Great tip to add the disallow to the robot file! Thanks! In your example you add only ‘akamai’, but the full URL has the /go/ in front of it – how did you get the ‘go’ in there? Adding the ‘go’ to all the links sure makes it a lot easier to exclude in the robots file.
Great tip
thanks
Hi Joost,
If this particular method wasn’t straight forward to integrate into your site, would the following example of managing your links with SEO in mind be ok / achieve what this plugin achieves?
- Example outbound affi link: .co.uk/go.php?id=633&type=PGD&pos=1
&
- In robots.txt file add: Disallow: /go.php
(apologies – posted this comment in error over on the http://yoast.com/event-tracking-bounce-rate/ thread)

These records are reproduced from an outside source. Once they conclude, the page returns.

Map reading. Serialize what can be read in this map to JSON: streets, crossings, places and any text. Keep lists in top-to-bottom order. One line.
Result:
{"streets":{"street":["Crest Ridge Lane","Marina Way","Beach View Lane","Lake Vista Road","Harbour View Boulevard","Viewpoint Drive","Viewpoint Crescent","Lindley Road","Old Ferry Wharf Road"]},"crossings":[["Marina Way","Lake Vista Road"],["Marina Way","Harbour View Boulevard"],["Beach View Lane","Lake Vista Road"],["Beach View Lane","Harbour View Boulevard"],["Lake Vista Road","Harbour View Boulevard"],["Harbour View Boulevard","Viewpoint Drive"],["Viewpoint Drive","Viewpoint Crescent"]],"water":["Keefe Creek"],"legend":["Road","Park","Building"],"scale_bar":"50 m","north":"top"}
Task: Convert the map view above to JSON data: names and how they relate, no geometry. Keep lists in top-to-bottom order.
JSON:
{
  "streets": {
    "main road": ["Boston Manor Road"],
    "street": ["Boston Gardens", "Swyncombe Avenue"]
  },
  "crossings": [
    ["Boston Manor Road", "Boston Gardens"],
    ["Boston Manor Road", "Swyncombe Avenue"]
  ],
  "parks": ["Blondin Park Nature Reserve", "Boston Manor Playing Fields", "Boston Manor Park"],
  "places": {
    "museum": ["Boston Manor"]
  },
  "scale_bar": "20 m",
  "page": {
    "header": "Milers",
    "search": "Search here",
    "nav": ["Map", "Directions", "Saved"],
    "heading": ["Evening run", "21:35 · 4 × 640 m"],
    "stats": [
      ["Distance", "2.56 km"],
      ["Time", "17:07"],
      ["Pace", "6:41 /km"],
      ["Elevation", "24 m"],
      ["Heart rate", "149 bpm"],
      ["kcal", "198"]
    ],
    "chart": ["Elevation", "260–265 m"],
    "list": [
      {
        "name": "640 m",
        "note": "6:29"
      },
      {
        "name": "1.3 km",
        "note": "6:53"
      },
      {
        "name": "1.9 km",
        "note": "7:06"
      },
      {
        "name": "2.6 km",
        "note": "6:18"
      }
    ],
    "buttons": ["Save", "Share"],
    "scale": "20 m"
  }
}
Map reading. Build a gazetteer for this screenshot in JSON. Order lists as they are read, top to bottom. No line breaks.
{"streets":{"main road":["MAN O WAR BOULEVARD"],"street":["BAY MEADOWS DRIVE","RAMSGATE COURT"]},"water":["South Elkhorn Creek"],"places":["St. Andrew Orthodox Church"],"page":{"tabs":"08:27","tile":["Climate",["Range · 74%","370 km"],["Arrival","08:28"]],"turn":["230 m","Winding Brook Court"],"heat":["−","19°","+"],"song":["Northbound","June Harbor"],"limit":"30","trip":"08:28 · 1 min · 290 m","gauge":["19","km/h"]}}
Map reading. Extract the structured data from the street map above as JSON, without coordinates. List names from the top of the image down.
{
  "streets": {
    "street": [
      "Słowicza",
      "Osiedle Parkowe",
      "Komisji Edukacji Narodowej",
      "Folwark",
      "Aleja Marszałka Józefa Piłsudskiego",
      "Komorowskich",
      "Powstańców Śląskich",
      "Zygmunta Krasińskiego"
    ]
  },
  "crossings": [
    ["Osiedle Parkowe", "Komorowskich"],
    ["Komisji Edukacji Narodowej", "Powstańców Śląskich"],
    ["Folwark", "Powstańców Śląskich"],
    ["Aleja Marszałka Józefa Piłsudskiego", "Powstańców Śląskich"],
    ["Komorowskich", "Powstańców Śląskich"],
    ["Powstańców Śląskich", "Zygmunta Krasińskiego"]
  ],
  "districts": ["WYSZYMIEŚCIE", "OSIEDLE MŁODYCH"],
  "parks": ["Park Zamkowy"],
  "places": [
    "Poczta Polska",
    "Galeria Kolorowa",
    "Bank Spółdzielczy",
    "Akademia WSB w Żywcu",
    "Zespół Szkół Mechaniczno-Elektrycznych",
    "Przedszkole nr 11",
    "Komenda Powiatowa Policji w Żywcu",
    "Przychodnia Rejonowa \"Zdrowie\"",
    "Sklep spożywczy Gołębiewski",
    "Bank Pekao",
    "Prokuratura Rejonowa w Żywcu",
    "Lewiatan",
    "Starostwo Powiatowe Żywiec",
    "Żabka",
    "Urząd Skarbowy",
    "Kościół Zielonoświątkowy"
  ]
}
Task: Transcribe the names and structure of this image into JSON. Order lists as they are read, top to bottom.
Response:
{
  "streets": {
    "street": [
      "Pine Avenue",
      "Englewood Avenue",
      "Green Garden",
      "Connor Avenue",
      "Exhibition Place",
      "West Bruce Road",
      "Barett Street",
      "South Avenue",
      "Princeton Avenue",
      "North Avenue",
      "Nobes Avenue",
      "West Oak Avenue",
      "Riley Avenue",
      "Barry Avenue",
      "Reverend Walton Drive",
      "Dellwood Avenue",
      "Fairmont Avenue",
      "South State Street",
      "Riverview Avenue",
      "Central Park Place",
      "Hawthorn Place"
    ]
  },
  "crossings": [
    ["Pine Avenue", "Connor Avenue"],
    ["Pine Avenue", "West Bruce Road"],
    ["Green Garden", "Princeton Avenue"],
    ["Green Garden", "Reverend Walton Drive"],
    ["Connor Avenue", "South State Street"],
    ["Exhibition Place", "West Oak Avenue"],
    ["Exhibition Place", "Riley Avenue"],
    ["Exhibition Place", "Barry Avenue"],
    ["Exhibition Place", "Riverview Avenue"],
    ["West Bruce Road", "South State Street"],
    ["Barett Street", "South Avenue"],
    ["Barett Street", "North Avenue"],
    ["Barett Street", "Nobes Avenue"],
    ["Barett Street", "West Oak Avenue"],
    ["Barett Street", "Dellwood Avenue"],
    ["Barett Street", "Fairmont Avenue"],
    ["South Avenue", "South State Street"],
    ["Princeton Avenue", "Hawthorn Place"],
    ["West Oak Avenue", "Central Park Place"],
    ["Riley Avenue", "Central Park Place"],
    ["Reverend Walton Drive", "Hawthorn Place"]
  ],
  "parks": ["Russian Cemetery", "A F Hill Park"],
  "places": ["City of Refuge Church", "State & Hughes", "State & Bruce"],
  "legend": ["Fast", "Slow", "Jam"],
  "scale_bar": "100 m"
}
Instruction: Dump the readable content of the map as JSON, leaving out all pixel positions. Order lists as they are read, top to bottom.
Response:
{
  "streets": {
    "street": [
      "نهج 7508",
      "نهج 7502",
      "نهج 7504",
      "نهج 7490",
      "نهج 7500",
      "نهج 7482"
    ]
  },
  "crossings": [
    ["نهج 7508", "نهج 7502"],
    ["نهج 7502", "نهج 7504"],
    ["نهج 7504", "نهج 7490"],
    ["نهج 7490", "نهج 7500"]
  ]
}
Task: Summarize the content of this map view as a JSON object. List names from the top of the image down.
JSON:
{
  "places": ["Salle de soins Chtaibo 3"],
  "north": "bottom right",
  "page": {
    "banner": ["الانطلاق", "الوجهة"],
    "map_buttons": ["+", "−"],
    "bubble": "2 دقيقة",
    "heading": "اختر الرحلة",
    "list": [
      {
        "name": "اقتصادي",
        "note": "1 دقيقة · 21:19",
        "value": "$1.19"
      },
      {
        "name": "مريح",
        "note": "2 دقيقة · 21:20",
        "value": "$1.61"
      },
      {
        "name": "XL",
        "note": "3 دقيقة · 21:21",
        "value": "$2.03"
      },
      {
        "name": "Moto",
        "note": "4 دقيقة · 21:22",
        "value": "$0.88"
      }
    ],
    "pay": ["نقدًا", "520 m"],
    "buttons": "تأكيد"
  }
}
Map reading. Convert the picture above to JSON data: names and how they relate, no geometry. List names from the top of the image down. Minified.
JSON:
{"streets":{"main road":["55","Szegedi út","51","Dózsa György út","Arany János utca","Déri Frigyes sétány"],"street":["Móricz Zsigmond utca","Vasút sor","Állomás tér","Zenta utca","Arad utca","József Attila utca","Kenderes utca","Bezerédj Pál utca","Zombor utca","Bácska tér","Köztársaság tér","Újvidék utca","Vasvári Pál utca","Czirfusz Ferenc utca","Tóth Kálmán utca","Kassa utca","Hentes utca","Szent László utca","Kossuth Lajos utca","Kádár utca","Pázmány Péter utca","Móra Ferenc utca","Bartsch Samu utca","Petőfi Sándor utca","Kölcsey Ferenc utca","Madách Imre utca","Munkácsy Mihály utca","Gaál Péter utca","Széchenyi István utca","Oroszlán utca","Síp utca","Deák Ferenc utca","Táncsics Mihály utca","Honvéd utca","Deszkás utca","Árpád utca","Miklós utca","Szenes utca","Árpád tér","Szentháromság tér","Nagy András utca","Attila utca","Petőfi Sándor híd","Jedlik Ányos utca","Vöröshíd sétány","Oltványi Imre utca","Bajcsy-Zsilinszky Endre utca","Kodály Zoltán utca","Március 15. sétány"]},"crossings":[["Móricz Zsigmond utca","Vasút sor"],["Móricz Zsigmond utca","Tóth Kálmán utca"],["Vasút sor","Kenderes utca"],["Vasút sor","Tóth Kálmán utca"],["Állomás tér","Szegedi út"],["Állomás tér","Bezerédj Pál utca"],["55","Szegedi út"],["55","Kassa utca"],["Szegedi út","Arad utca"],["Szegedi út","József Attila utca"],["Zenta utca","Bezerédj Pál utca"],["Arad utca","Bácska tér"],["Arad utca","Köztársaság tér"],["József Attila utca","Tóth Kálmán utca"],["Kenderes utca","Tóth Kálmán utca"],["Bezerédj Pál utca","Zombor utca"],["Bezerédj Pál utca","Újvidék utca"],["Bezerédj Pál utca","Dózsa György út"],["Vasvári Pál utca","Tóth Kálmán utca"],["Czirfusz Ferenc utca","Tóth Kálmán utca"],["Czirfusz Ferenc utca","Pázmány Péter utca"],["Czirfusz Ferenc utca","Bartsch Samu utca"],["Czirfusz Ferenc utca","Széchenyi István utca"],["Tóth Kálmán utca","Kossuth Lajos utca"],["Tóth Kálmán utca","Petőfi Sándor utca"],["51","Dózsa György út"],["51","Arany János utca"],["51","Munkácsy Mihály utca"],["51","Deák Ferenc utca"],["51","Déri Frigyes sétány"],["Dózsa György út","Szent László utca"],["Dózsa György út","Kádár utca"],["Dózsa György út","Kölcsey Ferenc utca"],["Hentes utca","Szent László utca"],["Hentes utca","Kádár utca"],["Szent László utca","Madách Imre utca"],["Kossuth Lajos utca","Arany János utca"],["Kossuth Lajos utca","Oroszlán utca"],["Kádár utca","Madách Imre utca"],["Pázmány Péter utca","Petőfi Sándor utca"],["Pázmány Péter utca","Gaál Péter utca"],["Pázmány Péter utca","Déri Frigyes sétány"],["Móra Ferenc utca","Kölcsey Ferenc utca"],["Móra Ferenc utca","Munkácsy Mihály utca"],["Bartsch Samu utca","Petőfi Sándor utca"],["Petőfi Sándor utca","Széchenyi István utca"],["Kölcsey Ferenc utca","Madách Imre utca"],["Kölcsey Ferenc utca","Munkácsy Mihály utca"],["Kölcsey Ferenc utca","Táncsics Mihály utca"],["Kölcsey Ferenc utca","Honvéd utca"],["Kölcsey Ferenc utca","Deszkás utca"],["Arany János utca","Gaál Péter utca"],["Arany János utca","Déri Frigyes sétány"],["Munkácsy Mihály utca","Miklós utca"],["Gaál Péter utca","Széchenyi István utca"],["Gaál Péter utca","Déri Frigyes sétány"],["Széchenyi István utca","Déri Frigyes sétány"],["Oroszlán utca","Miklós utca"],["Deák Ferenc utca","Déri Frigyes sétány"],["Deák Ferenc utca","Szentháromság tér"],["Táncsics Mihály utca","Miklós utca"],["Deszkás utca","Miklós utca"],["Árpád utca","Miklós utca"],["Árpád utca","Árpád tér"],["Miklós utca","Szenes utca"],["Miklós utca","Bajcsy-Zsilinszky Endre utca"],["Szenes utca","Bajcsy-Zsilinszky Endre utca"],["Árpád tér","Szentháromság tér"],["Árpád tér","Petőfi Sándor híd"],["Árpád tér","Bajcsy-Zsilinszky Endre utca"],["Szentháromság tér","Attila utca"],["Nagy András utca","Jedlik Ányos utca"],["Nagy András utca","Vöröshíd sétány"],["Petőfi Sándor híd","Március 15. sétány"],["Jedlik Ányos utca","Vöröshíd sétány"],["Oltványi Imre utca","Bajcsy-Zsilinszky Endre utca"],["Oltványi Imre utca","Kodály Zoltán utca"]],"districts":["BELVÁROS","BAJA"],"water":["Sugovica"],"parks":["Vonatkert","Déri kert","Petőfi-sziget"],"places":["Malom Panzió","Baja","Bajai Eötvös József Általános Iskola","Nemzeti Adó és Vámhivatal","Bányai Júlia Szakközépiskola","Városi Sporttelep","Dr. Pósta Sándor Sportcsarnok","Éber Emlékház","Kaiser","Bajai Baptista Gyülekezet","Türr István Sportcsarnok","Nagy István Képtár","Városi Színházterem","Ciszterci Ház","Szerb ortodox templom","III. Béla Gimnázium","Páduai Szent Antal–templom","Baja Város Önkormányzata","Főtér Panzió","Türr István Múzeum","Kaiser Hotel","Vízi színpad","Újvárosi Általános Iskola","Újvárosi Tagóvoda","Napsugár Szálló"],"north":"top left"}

Yeah works too though not as cute ;)
Thanks and agreed :)
Thanks Joost, a thought provoking and useful post as always :)
Just wondering…
Couldn’t just having lots of 301 redirects going through robots blocked ‘out’ or ‘go’ links tip Google off that something fishy is going on? If your site is packed with 301 redirects which are not allowed to be viewed by Google, and it is something SEOs are beginning to do as standard to hide aff links, isn’t it a logical step for Google just to penalize sites with those sorts of links like they do with affiliate links anyway. In other words, it will eventually make no difference, assuming it doesn’t already. Maybe a manual reviewer might even consider it deceptive putting you in their bad books a little.
Have you actually seen any strong evidence to suggest making this change had a positive effect on your rankings?
Great post as usual Joost, I am very new to affiliate marketing and didn’t realize that Big brother Google would penalize me for my affiliate links. I do have a question if you have the time to comment on this. Are you familiar with Maxblogpress Ninja affiliate plugin? Does this plugin cloak in the same manner as Simple URLs? Ninja affiliate seems to pack a big punch with all of the features it claims to have. Interested in your expert opinion.